Каждая из женщин чувствовала себя недовольной своими прошлыми отношениями, и каждая стремилась получить то, что мог дать им партнер. Сьюзен мечтала о страсти, которую испытала с Харриет 10 годами ранее, Харриет мечтала об Ирэн. «Сьюзен слишком легко ранимая и неуверенная, и это мне не нравится, – писала Харриет. – Она кажется такой наивной. Ведет ли она себя искренне? Я что-то не очень верю тому, что она мне говорит». Словно в доказательство своей неискренности Сьюзен прочитала записи в дневнике Харриет и писала так: «Она дала мне резкую, нечестную и неприятную оценку, а в конце написала, что я ей вообще не нравлюсь, но моя страсть для нее приемлема и наши отношения возобновились в удобный для нее момент. Как же это больно, я возмущена и унижена»[417].

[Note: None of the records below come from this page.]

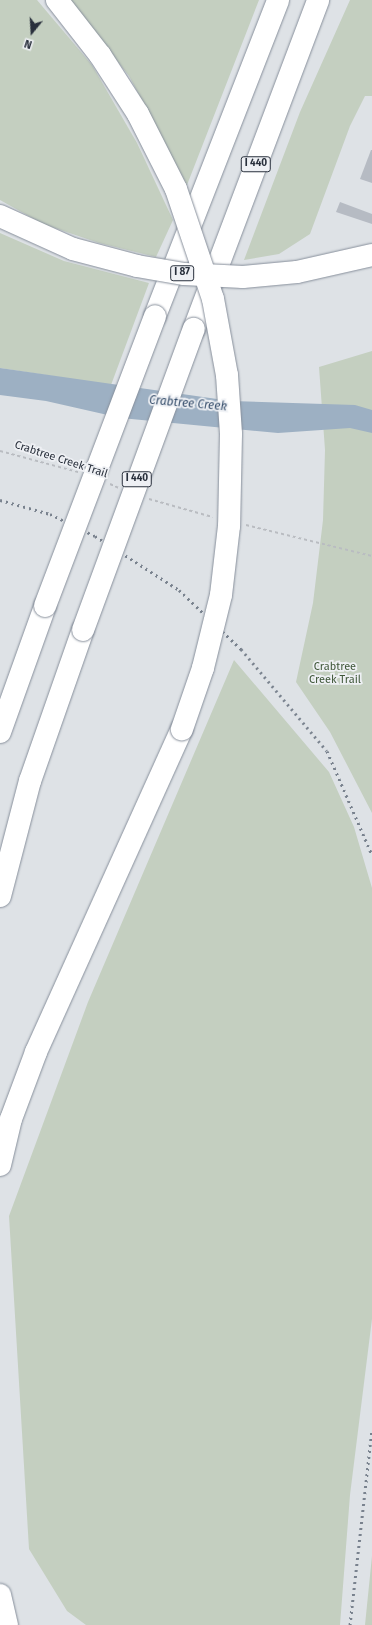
<!DOCTYPE html>
<style>
body{margin:0}
#map{position:relative;width:372px;height:1625px;overflow:hidden;background:#dee2e6;font-family:"Fira Sans",sans-serif}
div>[style]{position:absolute}
.green>*{inset:0;background:#c4cfc0}
.water>*{inset:0;background:#9db0c3}
.building>*{inset:0;background:#b6bbc3}
.path>*{height:2px;margin-top:-1px;transform-origin:0;background:repeating-linear-gradient(90deg,#b9bcc1 0 3px,transparent 0 6px)}
.roads{filter:drop-shadow(0 0 1px #878f9b) drop-shadow(0 0 1px #878f9b)}
.highway>*{height:22px;margin:-11px;padding:0 11px;transform-origin:11px;border-radius:11px;background:#fff}
.rail>*{height:3px;margin-top:-1.5px;transform-origin:0;background:repeating-linear-gradient(90deg,#79828e 0 2px,transparent 0 6px)}
.bridges{filter:drop-shadow(0 0 1px #878f9b) drop-shadow(0 0 1px #878f9b)}
.highway-bridge>*{height:22px;margin:-11px;padding:0 11px;transform-origin:11px;border-radius:11px;background:#fff}
span{translate:-50% -50%;white-space:nowrap;text-align:center;line-height:1.15;-webkit-text-stroke:3.5px #eef0f4;paint-order:stroke}
.shield-label span{padding:1px 3px;background:#eef0f4;border:1px solid;border-radius:3px;-webkit-text-stroke-width:0}
.shield-label{font-size:10px;color:#29303c;font-weight:700}
.street-label{font-size:11px;color:#29303c}
.park-label{font-size:11px;color:#3e5638}
.water-label{font-size:12px;color:#374f6c;font-style:italic}
.north{position:absolute;left:12px;top:12px;width:40px;height:40px;-webkit-text-stroke:3px #eef0f4;paint-order:stroke;rotate:198deg;font-size:11px;font-weight:700;line-height:16px;text-align:center;color:#29303c}
.north::after{content:'';display:block;margin:auto;width:14px;height:18px;background:#29303c;clip-path:polygon(50% 0,100% 100%,50% 72%,0 100%)}
</style>
<div id="map">
<div class="green">
<i style="clip-path:polygon(0 0,37px 0,92px 65px,137px 143px,173px 220px,156px 257px,99px 243px,43px 224px,0 200px)"></i>
<i style="clip-path:polygon(69px 0,259px 0,187px 185px,129px 76px)"></i>
<i style="clip-path:polygon(350px 0,372px 0,372px 96px,365px 96px,350px 126px,310px 234px,279px 254px,244px 260px,300px 112px)"></i>
<i style="clip-path:polygon(0 233px,64px 261px,149px 283px,111px 385px,0 368px)"></i>
<i style="clip-path:polygon(372px 351px,372px 813px,330px 732px,296px 682px,313px 603px,323px 520px,325px 450px,319px 367px)"></i>
<i style="clip-path:polygon(234px 660px,329px 772px,354px 827px,372px 888px,372px 1319px,350px 1495px,340px 1625px,86px 1625px,67px 1611px,29px 1549px,9px 1216px,88px 1002px)"></i>
<i style="clip-path:polygon(372px 1556px,372px 1625px,365px 1625px)"></i>
</div>
<div class="water">
<i style="clip-path:polygon(0 368px,231px 401px,355px 405px,372px 410px,372px 433px,350px 428px,278px 433px,121px 418px,46px 401px,0 395px)"></i>
</div>
<div class="building">
<i style="clip-path:polygon(371px 150px,372px 150px,372px 183px,360px 179px)"></i>
<i style="clip-path:polygon(340px 202px,372px 214px,372px 224px,336px 212px)"></i>
</div>
<div class="path">
<i style="left:0;top:451px;width:81px;rotate:15.1deg"></i>
<i style="left:110px;top:484px;width:10px;rotate:24deg"></i>
<i style="left:149px;top:499px;width:66px;rotate:15.9deg"></i>
<i style="left:246px;top:525px;width:130px;rotate:13.8deg"></i>
</div>
<div class="roads">
<div class="highway">
<i style="left:155px;top:316px;width:339px;rotate:-68.7deg"></i>
<i style="left:194px;top:329px;width:352px;rotate:-69.3deg"></i>
<i style="left:0;top:732px;width:134px;rotate:-70.3deg"></i>
<i style="left:0;top:896px;width:119px;rotate:-75.4deg"></i>
<i style="left:30px;top:781px;width:160px;rotate:-70.7deg"></i>
<i style="left:0;top:1165px;width:47px;rotate:-76.6deg"></i>
<i style="left:11px;top:1119px;width:72px;rotate:-69.5deg"></i>
<i style="left:36px;top:1052px;width:354px;rotate:-65.7deg"></i>
<i style="left:0;top:1595px;width:31px;rotate:77deg"></i>
</div>
</div>
<div class="rail">
<i style="left:0;top:500px;width:52px;rotate:15.6deg"></i>
<i style="left:50px;top:514px;width:50px;rotate:26.1deg"></i>
<i style="left:95px;top:536px;width:100px;rotate:32.7deg"></i>
<i style="left:179px;top:590px;width:86px;rotate:43.6deg"></i>
<i style="left:241px;top:649px;width:133px;rotate:49.9deg"></i>
<i style="left:327px;top:751px;width:113px;rotate:66.6deg"></i>
<i style="left:350px;top:1625px;width:196px;rotate:-83.6deg"></i>
</div>
<div class="bridges">
<div class="highway-bridge">
<i style="left:57px;top:0;width:70px;rotate:52deg"></i>
<i style="left:100px;top:55px;width:70px;rotate:57.2deg"></i>
<i style="left:138px;top:114px;width:84px;rotate:63.1deg"></i>
<i style="left:176px;top:189px;width:116px;rotate:71.4deg"></i>
<i style="left:213px;top:299px;width:77px;rotate:79.6deg"></i>
<i style="left:227px;top:375px;width:59px;rotate:86.1deg"></i>
<i style="left:231px;top:434px;width:92px;rotate:91.2deg"></i>
<i style="left:229px;top:526px;width:69px;rotate:96.6deg"></i>
<i style="left:221px;top:595px;width:75px;rotate:103.9deg"></i>
<i style="left:203px;top:668px;width:65px;rotate:109deg"></i>
<i style="left:0;top:216px;width:80px;rotate:24.3deg"></i>
<i style="left:73px;top:249px;width:66px;rotate:14.9deg"></i>
<i style="left:137px;top:266px;width:48px;rotate:9.7deg"></i>
<i style="left:184px;top:274px;width:59px;rotate:2.9deg"></i>
<i style="left:243px;top:277px;width:54px;rotate:-5.3deg"></i>
<i style="left:297px;top:272px;width:77px;rotate:-12.8deg"></i>
<i style="left:45px;top:606px;width:310px;rotate:-69.2deg"></i>
<i style="left:83px;top:630px;width:321px;rotate:-69.8deg"></i>
</div>
</div>
<div class="shield-label">
<span style="left:256px;top:164px">I 440</span>
<span style="left:182px;top:273px">I 87</span>
<span style="left:137px;top:479px">I 440</span>
</div>
<div class="street-label">
<span style="left:61px;top:460px;rotate:18deg">Crabtree Creek Trail</span>
</div>
<div class="park-label">
<span style="left:335px;top:674px">Crabtree<br>Creek Trail</span>
</div>
<div class="water-label">
<span style="left:188px;top:404px;rotate:5deg">Crabtree Creek</span>
</div>
<div class="north">N</div>
</div>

Сьюзен задалась вопросом, имела ли она право заглядывать в чужой дневник. «Ощущаю ли я чувство вины за то, что прочитала не предназначеное для моих глаз? – задает она вопрос и отвечает: Нет. Пожалуй, главный смысл дневника (в социальном смысле) в том, чтобы его записи тайком читали другие люди».

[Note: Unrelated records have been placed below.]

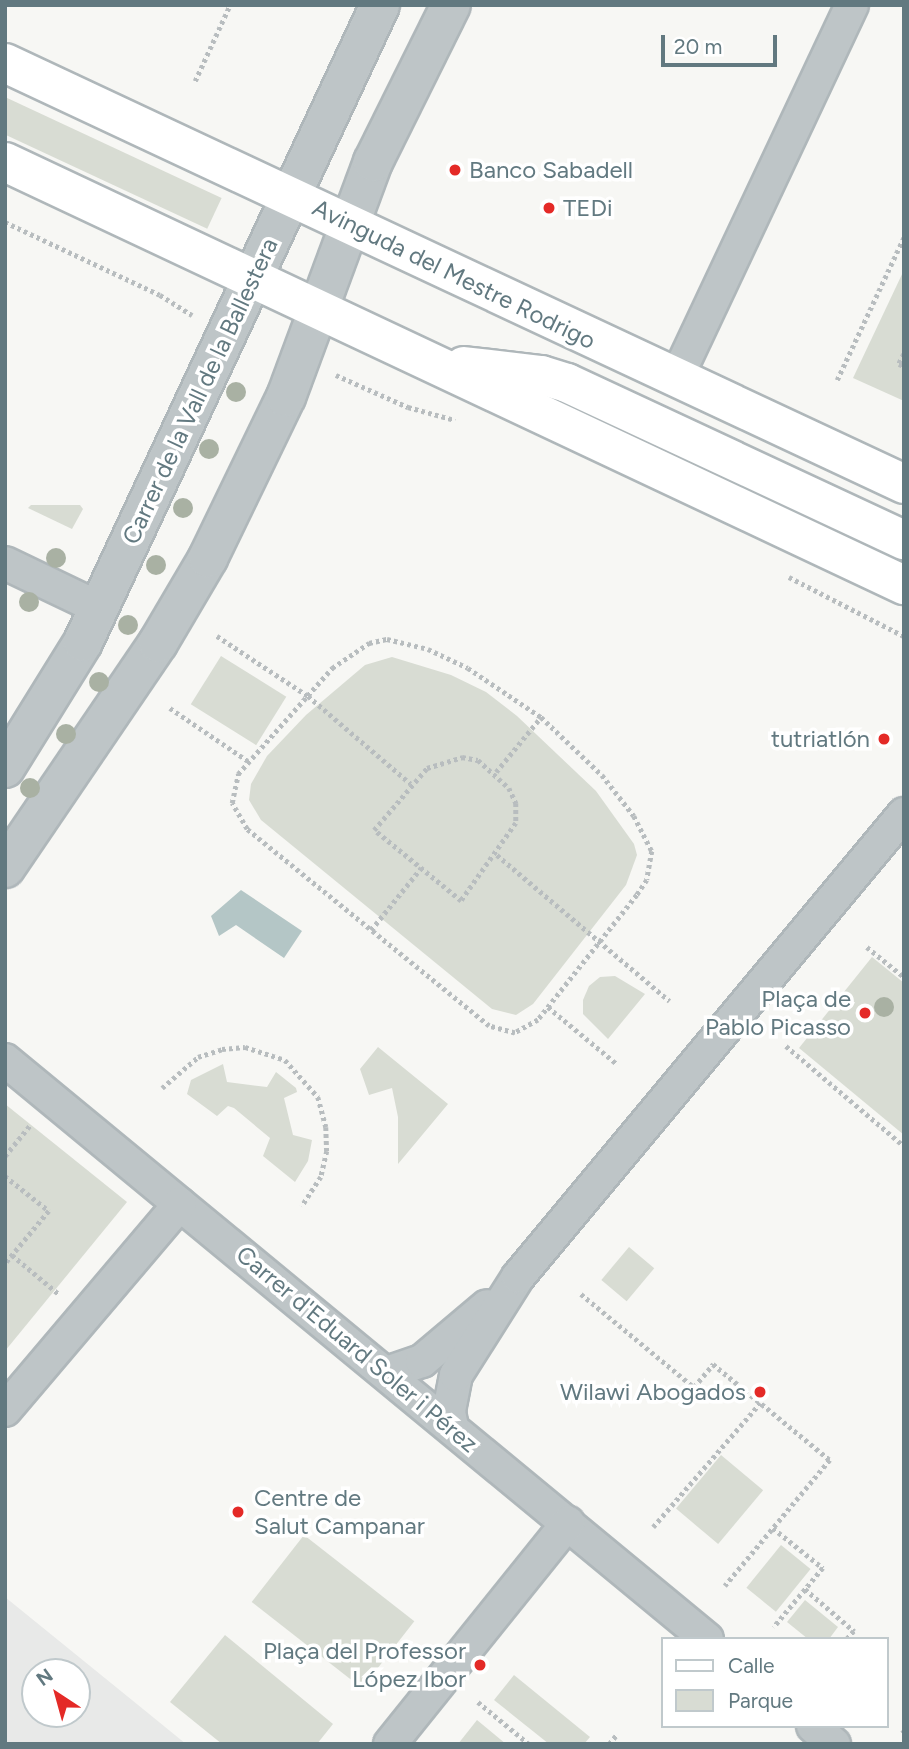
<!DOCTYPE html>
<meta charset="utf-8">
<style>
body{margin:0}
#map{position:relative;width:909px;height:1749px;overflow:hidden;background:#f7f7f4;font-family:Figtree,sans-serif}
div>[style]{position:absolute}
.built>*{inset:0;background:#e8e9e8}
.green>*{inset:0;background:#d8dcd3;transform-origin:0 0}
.water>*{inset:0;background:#b4c6c6}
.path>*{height:4.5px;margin-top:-2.25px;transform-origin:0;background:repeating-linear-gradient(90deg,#b8bdbf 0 3.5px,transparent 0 7px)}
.roads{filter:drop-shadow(2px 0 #afb7ba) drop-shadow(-2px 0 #afb7ba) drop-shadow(0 2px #afb7ba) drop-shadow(0 -2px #afb7ba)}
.minor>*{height:32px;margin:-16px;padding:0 16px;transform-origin:16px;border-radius:16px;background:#bec5c7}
.tertiary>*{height:38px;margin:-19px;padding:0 19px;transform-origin:19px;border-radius:19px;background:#bec5c7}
.primary>*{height:38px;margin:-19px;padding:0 19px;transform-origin:19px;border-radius:19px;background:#fff}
.trees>*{width:20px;height:20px;margin:-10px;border-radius:50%;background:#a9b1a3}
.dots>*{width:19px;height:19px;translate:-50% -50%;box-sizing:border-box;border:4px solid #fff;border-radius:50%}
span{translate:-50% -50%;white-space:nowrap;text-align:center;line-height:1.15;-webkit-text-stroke:7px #fff;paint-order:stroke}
.poi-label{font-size:24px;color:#627980}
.left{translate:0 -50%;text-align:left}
.right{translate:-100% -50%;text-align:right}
.street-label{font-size:24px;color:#627980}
.frame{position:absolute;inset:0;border:7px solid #627980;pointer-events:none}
.legend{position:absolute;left:661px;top:1637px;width:228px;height:91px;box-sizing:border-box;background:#fff;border:2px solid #c0c9cc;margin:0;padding:9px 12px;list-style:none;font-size:21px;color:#627980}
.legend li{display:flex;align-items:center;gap:14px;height:35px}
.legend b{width:35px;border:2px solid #c0c9cc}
.north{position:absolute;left:21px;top:1658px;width:70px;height:70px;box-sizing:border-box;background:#fff;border:2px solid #c0c9cc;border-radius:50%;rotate:324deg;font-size:19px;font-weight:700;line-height:28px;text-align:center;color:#627980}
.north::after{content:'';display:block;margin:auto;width:24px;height:32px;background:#e42a27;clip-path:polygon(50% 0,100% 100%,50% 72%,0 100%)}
.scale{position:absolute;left:661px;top:35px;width:116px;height:32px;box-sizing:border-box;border:4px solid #627980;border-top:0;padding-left:9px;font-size:21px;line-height:24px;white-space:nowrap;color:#627980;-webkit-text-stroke:5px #fff;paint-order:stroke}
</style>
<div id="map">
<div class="built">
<div style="clip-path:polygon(evenodd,5px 1597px,143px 1709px,186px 1744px,5px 1744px,5px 1597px,35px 1672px,77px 1672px,77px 1714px,35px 1714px,35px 1672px)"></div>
</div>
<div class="green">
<div style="left:5px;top:97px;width:239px;height:34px;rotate:25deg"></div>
<div style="clip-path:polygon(904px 270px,904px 401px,853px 378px)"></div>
<div style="clip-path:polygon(31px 505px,80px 505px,83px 509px,72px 529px,28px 508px)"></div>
<div style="left:221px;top:656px;width:77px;height:57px;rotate:32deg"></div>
<div style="clip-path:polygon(392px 657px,451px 675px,486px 692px,517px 716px,596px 791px,634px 844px,637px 855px,626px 885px,533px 1004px,516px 1015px,492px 1009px,261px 820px,249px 800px,251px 784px,267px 756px,306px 715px,365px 665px)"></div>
<div style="clip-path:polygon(872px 957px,904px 983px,904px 1135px,799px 1048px)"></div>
<div style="clip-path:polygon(615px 976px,645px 994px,608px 1039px,583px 1014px,583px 1000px,589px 986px,600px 977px)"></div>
<div style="clip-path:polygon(378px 1047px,448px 1104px,398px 1164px,398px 1117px,392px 1088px,369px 1095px,360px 1069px)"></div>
<div style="clip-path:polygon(223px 1064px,227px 1082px,267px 1087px,276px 1072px,296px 1088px,297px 1092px,284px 1098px,293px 1135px,312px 1140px,308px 1161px,295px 1182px,263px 1156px,270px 1138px,234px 1108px,228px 1106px,217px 1116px,187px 1094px,191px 1080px)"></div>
<div style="clip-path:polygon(5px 1104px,127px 1202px,5px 1351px)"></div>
<div style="left:629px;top:1247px;width:33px;height:43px;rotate:40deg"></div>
<div style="left:721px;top:1455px;width:55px;height:70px;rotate:40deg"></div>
<div style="left:304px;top:1535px;width:140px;height:85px;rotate:38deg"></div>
<div style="left:781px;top:1545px;width:38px;height:55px;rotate:39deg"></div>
<div style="clip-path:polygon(805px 1600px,838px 1627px,829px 1639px,808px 1639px,787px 1622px)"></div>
<div style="clip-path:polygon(225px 1635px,333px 1724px,317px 1744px,222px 1744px,170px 1702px)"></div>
<div style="clip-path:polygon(514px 1675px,590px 1737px,584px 1744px,549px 1744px,494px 1700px)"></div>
<div style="clip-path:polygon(477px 1720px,506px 1744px,458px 1744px)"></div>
</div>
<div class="water">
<div style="clip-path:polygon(241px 890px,302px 931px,284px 958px,236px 925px,219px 936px,211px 916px)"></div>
</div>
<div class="path">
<div style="left:195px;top:81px;width:84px;rotate:-65.3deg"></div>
<div style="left:5px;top:222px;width:171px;rotate:25.2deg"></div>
<div style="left:160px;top:295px;width:38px;rotate:32deg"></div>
<div style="left:904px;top:354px;width:11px;rotate:117deg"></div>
<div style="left:899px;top:364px;width:5px;rotate:22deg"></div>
<div style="left:336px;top:375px;width:79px;rotate:24deg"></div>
<div style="left:408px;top:407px;width:49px;rotate:15.5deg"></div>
<div style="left:837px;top:380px;width:158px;rotate:-64.9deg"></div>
<div style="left:789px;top:577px;width:129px;rotate:27.2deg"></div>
<div style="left:217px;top:636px;width:109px;rotate:33.4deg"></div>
<div style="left:308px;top:696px;width:135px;rotate:40.5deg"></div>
<div style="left:387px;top:639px;width:42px;rotate:13.7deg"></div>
<div style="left:428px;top:649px;width:44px;rotate:25.4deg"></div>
<div style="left:468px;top:668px;width:88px;rotate:33.9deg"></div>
<div style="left:541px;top:717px;width:84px;rotate:43.6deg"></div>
<div style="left:602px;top:775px;width:52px;rotate:52deg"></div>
<div style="left:634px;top:816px;width:39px;rotate:63deg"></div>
<div style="left:652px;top:851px;width:29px;rotate:100deg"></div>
<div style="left:647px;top:880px;width:18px;rotate:124deg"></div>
<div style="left:637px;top:895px;width:159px;rotate:128.4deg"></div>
<div style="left:538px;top:1020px;width:26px;rotate:151deg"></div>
<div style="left:515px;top:1033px;width:27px;rotate:-165deg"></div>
<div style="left:489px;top:1026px;width:312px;rotate:-140.9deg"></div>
<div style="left:247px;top:829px;width:30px;rotate:-120deg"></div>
<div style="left:232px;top:803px;width:30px;rotate:-78deg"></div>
<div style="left:238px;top:774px;width:142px;rotate:-48.4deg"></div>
<div style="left:332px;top:668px;width:45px;rotate:-34deg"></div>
<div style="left:369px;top:643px;width:18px;rotate:-13deg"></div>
<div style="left:170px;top:708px;width:94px;rotate:34.2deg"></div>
<div style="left:462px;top:757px;width:16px;rotate:11deg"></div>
<div style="left:478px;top:760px;width:42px;rotate:42.1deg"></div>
<div style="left:509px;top:788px;width:17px;rotate:65deg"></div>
<div style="left:516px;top:803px;width:20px;rotate:90deg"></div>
<div style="left:516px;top:823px;width:95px;rotate:125.2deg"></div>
<div style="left:461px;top:901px;width:112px;rotate:-140.8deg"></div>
<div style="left:374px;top:830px;width:82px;rotate:-49.5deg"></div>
<div style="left:427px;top:768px;width:37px;rotate:-17deg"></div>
<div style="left:496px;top:772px;width:71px;rotate:-50.7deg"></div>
<div style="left:497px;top:855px;width:226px;rotate:40.2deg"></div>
<div style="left:371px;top:930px;width:80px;rotate:-51.1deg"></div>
<div style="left:867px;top:947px;width:48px;rotate:39deg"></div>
<div style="left:548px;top:1007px;width:89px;rotate:39.6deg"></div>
<div style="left:786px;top:1046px;width:155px;rotate:40.3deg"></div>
<div style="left:162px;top:1088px;width:48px;rotate:-40.7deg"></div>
<div style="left:198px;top:1057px;width:25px;rotate:-18deg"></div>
<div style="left:222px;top:1049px;width:23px;rotate:-5deg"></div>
<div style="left:245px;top:1047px;width:42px;rotate:18deg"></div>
<div style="left:285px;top:1060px;width:50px;rotate:48.3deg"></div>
<div style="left:318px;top:1097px;width:31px;rotate:75deg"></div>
<div style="left:326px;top:1127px;width:24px;rotate:88deg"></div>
<div style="left:327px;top:1151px;width:27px;rotate:103deg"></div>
<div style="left:321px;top:1177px;width:35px;rotate:123deg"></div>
<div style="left:5px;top:1156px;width:41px;rotate:-50.9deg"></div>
<div style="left:5px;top:1176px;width:56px;rotate:38.5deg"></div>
<div style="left:49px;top:1211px;width:69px;rotate:129.7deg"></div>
<div style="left:12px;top:1255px;width:62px;rotate:39.8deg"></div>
<div style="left:581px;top:1294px;width:146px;rotate:39.5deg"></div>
<div style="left:694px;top:1387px;width:30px;rotate:-50deg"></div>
<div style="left:713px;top:1364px;width:151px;rotate:39.4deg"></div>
<div style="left:830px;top:1460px;width:164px;rotate:129.8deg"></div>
<div style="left:653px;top:1527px;width:164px;rotate:-49.2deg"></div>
<div style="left:773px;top:1528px;width:64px;rotate:38.7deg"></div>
<div style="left:823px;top:1568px;width:77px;rotate:129.7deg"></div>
<div style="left:805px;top:1589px;width:65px;rotate:40.6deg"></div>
<div style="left:854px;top:1631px;width:11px;rotate:131deg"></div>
<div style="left:478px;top:1702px;width:66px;rotate:39.5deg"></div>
<div style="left:902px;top:1733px;width:3px;rotate:-45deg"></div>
<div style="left:609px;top:1744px;width:13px;rotate:-51deg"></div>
</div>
<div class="roads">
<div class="minor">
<div style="left:676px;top:379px;width:413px;rotate:-64.8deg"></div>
<div style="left:5px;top:563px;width:104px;rotate:25.6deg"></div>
<div style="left:5px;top:1060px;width:910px;rotate:39.52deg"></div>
<div style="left:387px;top:1373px;width:37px;rotate:-19deg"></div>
<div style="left:422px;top:1361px;width:85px;rotate:-40.2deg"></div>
<div style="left:5px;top:1410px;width:270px;rotate:-49.7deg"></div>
<div style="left:452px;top:1427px;width:16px;rotate:-101deg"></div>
<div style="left:449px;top:1411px;width:37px;rotate:-79deg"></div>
<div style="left:456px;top:1375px;width:116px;rotate:-57.7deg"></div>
<div style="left:518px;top:1277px;width:603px;rotate:-50.18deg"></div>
<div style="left:813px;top:1726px;width:28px;rotate:41deg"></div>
<div style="left:390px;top:1744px;width:284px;rotate:-51.2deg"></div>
</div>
<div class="tertiary">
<div style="left:5px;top:768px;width:148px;rotate:-58.2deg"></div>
<div style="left:83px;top:642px;width:703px;rotate:-65deg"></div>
<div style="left:5px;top:868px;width:272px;rotate:-55.8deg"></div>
<div style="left:158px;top:643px;width:99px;rotate:-59.5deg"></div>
<div style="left:208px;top:558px;width:179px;rotate:-64.2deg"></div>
<div style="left:286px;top:397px;width:251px;rotate:-69.7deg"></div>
<div style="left:373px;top:162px;width:175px;rotate:-63.6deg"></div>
</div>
<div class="primary">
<div style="left:5px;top:63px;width:993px;rotate:25.09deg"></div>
<div style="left:5px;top:162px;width:994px;rotate:25.2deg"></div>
<div style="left:464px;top:366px;width:78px;rotate:6.7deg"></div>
<div style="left:541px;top:375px;width:27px;rotate:17deg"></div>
<div style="left:567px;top:383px;width:372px;rotate:25deg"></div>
</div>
</div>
<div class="trees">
<div style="left:236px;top:392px"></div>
<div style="left:209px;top:449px"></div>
<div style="left:183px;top:508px"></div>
<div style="left:56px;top:558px"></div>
<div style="left:156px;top:565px"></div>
<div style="left:29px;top:602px"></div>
<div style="left:128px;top:625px"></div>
<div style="left:99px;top:682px"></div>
<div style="left:66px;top:734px"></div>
<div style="left:30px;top:788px"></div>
<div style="left:884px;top:1007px"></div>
</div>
<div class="dots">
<div style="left:455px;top:170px;background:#e42a27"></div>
<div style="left:549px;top:208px;background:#e42a27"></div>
<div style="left:884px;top:739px;background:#e42a27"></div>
<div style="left:865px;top:1013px;background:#e42a27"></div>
<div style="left:760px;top:1392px;background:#e42a27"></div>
<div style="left:238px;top:1512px;background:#e42a27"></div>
<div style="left:480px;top:1665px;background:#e42a27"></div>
</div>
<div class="poi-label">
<span class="left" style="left:469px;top:170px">Banco Sabadell</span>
<span class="left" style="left:563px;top:208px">TEDi</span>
<span class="right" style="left:870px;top:739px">tutriatlón</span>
<span class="right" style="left:851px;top:1013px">Plaça de<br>Pablo Picasso</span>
<span class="right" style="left:746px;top:1392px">Wilawi Abogados</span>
<span class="left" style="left:254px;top:1512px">Centre de<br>Salut Campanar</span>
<span class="right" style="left:466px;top:1665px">Plaça del Professor<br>López Ibor</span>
</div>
<div class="street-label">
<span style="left:454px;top:274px;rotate:26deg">Avinguda del Mestre Rodrigo</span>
<span style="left:200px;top:391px;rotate:-65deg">Carrer de la Vall de la Ballestera</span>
<span style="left:357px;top:1349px;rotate:40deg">Carrer d'Eduard Soler i Pérez</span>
</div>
<div class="frame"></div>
<ul class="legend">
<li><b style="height:9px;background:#fff"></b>Calle</li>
<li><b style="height:19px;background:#d8dcd3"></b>Parque</li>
</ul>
<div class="north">N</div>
<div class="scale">20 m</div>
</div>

Это типичное рассуждение Сьюзен, находившей интеллектуальные оправдания для обоснования эмоциональной реакции, которой сама стыдилась. Однако если Сьюзен была не без греха, то и Харриет поступала по отношению к Зонтаг не самым лучшим образом. Харриет находила основания для продолжения романа, даже когда чувствовала, что отношения со Сьюзен пора заканчивать. Харриет задолго до Сьюзен поняла, что их отношения зашли в тупик, и единственное чувство, которое возникает от чтения сделанных в то время записей в дневниках этих женщин, – это чувство отчаяния.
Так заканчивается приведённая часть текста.